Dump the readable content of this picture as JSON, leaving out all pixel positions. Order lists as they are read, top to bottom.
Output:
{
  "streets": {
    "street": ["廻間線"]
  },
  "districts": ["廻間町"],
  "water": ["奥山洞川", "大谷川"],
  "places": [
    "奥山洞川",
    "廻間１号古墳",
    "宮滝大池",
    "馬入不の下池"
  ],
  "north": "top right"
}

____________________

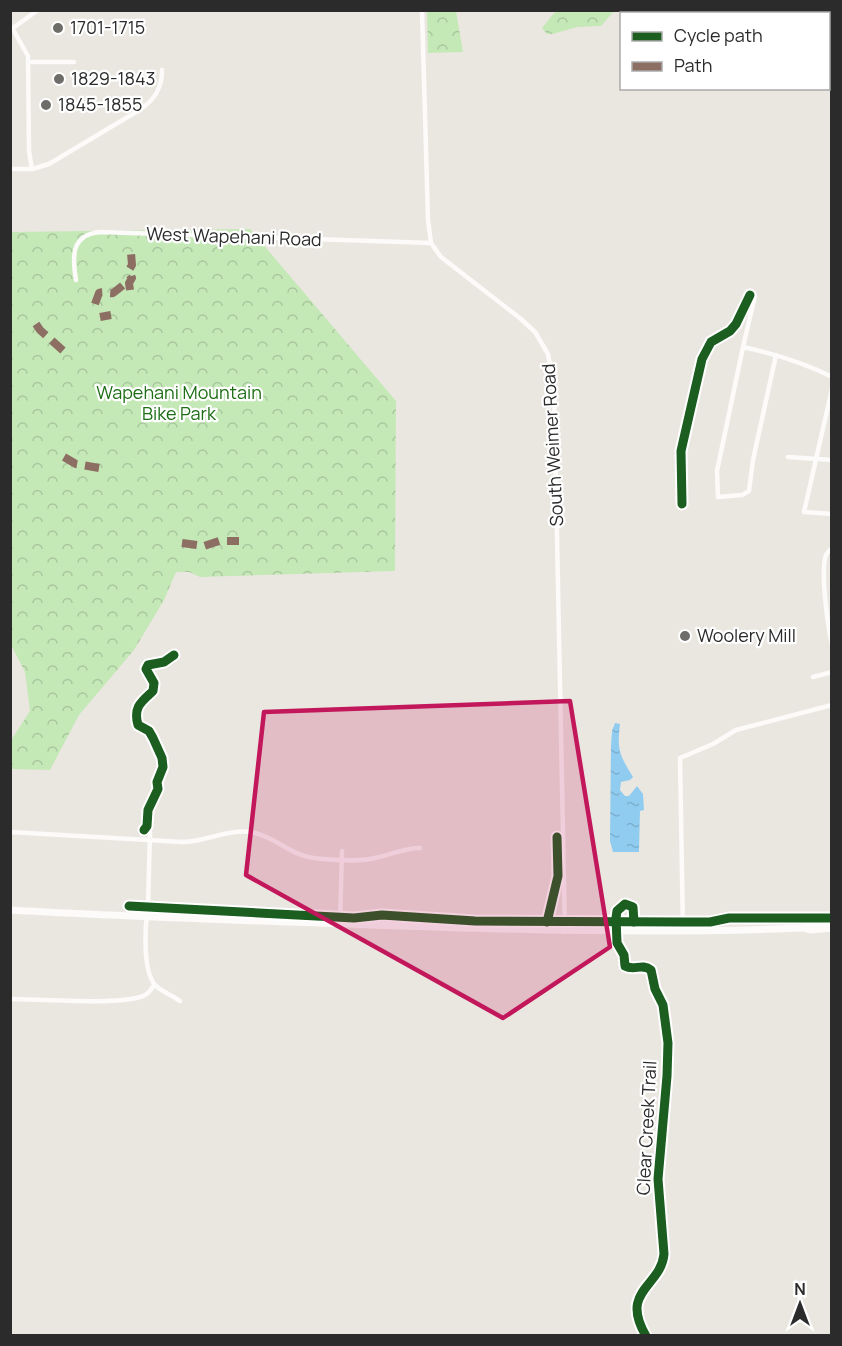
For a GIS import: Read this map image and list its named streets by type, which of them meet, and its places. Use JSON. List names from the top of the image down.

____________________

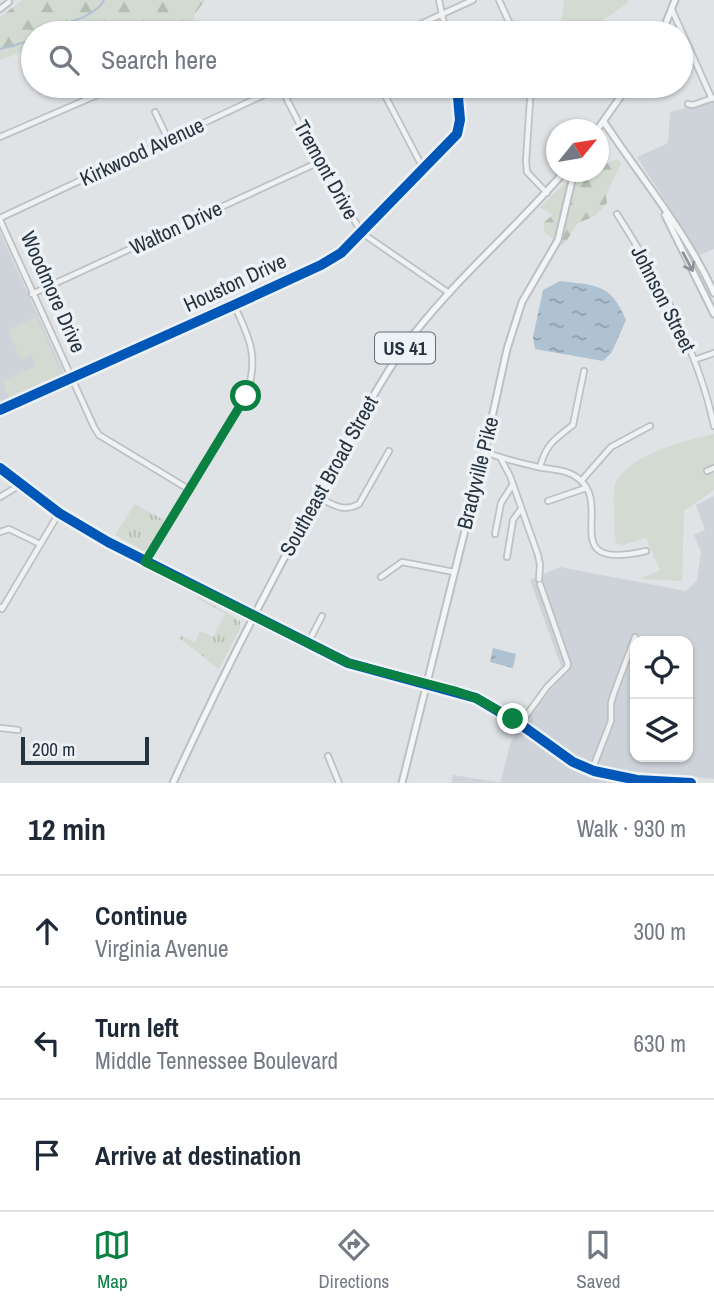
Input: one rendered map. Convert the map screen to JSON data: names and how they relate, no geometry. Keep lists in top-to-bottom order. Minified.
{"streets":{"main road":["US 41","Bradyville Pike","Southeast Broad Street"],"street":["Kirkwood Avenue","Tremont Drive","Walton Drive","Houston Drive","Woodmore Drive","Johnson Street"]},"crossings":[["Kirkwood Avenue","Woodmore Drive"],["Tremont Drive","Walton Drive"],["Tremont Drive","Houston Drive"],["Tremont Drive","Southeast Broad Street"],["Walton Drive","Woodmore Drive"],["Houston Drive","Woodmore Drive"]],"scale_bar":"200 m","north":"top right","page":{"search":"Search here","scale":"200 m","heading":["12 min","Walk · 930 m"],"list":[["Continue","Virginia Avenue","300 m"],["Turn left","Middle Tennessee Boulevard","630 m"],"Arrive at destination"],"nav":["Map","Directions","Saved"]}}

____________________

Which lines of the records above contain the word "this"? Copy each of them.

• _Expected answer_
Dump the readable content of this picture as JSON, leaving out all pixel positions. Order lists as they are read, top to bottom.
For a GIS import: Read this map image and list its named streets by type, which of them meet, and its places. Use JSON. List names from the top of the image down.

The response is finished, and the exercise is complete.